A survey of the Nicobar Islands has been made by Colonel Strahan, of the India Survey. The total area of the group is 618 square miles, and its culminating point is 2,105 feet above the sea. The scenery is of "indescribable beauty." Several rivers are navigable by boats for some miles, of which the Galatea, fringed with a luxuriant tropical vegetation and presenting occasional glimpses of distant mountains, runs through a region only sparsely inhabited, by a tribe so utterly barbarous as to be despised by their fellow-barbarian Nicobarese of the coasts. The inhabitants as a rule are allied to the Malays, of good physical development and a reddish-brown color, are unconquerably lazy, and show great talent for learning languages.

It has been observed that pure sesquioxide of iron, added in small quantities to carbonate of lime, communicates to it the property of fluorescence after calcination in the air.

The British Kegistarar-General has published statistics bearing upon the increase in the death-rate from cancer during thirtyfive years, and upon the geographical distribution of the disease. The increase in England and Wales in the ten years 1871–'80, as compared with the decade 1851–'60, was equal to sixty-two per cent among male and forty-three per cent among female patients. Cancer appears to prevail most extensively in London and its environs—possibly by reason of the attractions offered to patients by its hospitals—and in Devonshire—possibly on account of the health-resorts.

The English "Sporting and Dramatic News," while it admits the desirability of revising the rules of foot-ball so as to make it less rough and dangerous, pleads for the retention of the sport, because it is essentially a poor man's game. It needs no costly outfit, and does not call for very serious traveling expenses. But for the very reason that the bulk of foot-ballers are, comparatively speaking, poor men, they should be as exempt as possible from injury, for they can not afford to be laid up.
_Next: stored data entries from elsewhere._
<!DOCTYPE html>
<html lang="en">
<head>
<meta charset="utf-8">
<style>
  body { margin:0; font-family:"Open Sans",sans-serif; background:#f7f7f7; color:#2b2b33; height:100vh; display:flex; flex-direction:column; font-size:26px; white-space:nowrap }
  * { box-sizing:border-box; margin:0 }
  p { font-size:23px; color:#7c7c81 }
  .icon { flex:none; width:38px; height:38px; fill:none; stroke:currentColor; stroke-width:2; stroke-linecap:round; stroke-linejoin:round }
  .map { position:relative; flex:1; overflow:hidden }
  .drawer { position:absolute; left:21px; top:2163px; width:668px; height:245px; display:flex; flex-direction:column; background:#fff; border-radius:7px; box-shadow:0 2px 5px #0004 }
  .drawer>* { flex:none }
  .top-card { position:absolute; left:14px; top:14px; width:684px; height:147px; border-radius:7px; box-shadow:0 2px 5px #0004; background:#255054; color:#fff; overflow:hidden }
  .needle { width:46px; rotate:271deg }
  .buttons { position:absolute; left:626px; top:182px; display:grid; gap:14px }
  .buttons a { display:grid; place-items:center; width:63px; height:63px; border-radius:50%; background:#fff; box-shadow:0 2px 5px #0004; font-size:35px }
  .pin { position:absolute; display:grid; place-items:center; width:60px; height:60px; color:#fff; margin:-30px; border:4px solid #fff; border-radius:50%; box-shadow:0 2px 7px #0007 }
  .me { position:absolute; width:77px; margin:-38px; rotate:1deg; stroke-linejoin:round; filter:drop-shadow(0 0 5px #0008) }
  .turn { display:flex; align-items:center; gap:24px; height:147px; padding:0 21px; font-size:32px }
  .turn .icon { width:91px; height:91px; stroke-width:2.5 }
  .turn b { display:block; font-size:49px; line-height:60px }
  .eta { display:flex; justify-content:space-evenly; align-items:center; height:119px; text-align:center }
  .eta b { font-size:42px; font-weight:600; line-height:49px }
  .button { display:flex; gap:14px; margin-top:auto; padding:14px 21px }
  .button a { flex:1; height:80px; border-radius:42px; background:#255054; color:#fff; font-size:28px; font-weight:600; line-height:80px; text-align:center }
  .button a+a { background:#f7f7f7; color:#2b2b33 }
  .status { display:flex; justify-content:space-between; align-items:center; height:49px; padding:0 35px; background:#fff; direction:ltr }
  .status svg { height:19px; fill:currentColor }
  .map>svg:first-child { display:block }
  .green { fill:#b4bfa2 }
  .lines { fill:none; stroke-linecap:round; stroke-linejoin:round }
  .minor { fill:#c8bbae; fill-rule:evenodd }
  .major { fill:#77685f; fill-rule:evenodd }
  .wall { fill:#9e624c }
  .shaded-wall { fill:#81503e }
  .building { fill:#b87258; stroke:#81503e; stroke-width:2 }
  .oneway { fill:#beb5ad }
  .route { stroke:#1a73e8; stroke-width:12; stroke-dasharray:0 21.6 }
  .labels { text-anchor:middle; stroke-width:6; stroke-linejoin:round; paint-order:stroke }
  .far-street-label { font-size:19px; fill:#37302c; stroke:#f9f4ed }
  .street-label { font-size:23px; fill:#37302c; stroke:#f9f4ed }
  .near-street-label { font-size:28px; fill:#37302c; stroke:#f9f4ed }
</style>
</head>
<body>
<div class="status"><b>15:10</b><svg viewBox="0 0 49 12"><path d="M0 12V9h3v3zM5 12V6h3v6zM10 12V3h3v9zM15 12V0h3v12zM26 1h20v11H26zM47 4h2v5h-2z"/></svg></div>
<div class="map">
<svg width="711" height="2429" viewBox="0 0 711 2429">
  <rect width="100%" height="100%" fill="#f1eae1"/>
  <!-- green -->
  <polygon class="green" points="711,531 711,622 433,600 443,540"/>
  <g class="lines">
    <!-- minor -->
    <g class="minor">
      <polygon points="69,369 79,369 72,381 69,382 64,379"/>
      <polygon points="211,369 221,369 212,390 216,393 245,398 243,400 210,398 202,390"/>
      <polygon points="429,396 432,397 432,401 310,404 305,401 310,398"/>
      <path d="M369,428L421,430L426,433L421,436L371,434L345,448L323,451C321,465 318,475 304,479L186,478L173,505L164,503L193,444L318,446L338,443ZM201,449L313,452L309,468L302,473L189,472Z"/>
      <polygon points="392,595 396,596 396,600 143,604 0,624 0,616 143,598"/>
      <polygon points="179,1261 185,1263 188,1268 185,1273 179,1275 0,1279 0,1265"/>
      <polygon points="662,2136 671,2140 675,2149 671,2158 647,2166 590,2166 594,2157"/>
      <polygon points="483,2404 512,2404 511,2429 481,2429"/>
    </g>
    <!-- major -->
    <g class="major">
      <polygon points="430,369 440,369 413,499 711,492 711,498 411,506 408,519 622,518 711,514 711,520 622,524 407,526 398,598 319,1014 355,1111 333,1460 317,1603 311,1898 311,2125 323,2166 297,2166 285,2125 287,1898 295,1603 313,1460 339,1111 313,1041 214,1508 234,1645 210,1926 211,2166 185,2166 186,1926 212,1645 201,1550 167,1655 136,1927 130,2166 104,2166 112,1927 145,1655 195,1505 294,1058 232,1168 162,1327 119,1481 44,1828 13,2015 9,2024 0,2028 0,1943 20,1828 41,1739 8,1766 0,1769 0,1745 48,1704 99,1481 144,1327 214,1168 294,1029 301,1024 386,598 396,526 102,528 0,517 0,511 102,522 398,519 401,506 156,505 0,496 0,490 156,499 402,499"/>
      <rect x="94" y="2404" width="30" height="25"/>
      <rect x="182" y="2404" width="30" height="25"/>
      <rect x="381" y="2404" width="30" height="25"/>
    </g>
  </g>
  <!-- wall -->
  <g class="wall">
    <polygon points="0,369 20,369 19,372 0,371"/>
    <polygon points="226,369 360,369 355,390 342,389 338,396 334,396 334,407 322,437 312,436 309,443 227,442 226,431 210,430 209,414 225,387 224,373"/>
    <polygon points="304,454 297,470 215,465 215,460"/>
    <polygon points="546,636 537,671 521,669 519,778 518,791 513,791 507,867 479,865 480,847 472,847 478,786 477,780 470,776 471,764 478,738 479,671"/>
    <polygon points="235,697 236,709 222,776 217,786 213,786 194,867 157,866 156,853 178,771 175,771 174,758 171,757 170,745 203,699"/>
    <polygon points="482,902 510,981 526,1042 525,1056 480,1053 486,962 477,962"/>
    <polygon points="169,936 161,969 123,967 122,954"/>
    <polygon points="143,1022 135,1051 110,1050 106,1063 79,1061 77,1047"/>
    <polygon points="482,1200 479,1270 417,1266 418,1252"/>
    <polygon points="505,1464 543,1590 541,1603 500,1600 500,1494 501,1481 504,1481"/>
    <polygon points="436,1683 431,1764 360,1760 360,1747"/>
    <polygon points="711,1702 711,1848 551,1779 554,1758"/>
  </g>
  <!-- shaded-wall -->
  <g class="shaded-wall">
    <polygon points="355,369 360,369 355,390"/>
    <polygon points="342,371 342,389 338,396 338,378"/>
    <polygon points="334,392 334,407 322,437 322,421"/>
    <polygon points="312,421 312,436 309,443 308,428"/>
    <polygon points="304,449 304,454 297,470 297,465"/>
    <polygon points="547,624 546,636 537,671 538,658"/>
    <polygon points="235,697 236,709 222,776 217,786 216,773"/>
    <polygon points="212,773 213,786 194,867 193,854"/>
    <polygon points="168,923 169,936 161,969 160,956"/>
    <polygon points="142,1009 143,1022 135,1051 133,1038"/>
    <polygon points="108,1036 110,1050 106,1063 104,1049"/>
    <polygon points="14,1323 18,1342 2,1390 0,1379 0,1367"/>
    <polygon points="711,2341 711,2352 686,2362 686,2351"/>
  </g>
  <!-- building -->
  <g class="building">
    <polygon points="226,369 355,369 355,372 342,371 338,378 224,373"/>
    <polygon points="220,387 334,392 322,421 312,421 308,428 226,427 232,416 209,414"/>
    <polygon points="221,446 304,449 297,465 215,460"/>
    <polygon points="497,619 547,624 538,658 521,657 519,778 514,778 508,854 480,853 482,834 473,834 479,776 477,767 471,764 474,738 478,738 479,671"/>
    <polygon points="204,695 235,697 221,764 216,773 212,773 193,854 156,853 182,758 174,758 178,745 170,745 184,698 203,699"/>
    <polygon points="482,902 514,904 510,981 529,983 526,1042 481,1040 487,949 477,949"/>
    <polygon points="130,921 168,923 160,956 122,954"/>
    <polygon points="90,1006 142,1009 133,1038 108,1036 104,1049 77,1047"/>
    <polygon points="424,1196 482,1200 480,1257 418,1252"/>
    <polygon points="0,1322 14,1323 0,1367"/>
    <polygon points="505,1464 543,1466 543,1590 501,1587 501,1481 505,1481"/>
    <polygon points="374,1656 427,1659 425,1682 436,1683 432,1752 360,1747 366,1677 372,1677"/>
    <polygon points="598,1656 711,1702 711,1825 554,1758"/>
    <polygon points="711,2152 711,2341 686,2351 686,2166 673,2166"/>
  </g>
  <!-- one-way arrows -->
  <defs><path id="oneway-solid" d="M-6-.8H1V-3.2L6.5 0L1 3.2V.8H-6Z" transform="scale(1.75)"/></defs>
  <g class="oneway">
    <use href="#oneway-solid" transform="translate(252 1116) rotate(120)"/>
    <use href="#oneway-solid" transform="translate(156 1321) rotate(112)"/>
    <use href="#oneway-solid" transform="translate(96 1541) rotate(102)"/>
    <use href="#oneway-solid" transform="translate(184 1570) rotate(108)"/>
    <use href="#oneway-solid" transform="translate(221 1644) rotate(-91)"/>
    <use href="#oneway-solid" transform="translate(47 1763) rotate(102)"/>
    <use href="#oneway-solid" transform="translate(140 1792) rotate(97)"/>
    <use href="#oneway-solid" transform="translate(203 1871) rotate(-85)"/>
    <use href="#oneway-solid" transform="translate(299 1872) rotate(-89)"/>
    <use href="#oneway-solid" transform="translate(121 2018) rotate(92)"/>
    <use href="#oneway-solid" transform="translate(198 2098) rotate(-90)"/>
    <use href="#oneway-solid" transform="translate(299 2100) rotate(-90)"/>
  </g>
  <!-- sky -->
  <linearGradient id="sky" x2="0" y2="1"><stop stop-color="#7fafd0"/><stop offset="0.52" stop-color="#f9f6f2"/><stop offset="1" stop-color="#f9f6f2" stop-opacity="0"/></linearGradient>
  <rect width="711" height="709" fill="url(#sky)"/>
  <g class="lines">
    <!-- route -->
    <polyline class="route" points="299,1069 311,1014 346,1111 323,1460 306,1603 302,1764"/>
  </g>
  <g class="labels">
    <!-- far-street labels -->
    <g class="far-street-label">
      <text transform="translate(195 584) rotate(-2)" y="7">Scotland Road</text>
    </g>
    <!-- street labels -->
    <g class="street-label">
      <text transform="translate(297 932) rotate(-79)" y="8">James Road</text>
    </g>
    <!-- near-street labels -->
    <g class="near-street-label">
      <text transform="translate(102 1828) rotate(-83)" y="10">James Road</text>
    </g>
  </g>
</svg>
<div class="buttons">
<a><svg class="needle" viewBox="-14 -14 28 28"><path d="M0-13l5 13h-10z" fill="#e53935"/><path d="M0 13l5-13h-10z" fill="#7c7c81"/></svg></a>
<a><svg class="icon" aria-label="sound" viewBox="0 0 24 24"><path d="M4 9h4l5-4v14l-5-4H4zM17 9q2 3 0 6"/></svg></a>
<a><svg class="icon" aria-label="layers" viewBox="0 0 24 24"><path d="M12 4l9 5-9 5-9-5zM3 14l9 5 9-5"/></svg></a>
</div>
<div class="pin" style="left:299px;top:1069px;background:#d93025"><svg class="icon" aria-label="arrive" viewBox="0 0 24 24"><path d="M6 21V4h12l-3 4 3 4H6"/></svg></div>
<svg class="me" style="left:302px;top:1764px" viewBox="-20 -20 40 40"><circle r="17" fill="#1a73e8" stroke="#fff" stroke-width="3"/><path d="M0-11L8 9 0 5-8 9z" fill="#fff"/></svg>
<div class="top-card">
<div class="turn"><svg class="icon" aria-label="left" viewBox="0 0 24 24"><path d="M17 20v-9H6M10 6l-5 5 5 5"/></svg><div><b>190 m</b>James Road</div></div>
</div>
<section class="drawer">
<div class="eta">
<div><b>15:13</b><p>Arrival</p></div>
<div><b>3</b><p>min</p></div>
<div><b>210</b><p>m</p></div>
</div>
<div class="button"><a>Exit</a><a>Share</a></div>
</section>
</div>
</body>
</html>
The process of unliming hides and skins in tanning has been a slow and disgusting one, consisting in soaking the skins in a bath of manure in water, called bate. A new method comes from Australia, and consists simply in utilizing the power of dissolving lime possessed by water charged with carbonic-acid gas. The process has been patented and applied in England. A half-hour's soaking in the carbonic-acid bath is said to cleanse the skins so thoroughly that after scraping they absorb the tan with extreme readiness, and yield a very flexible and finegrained leather. The inventor computes that at least one third of the time of leather-making is saved by his process.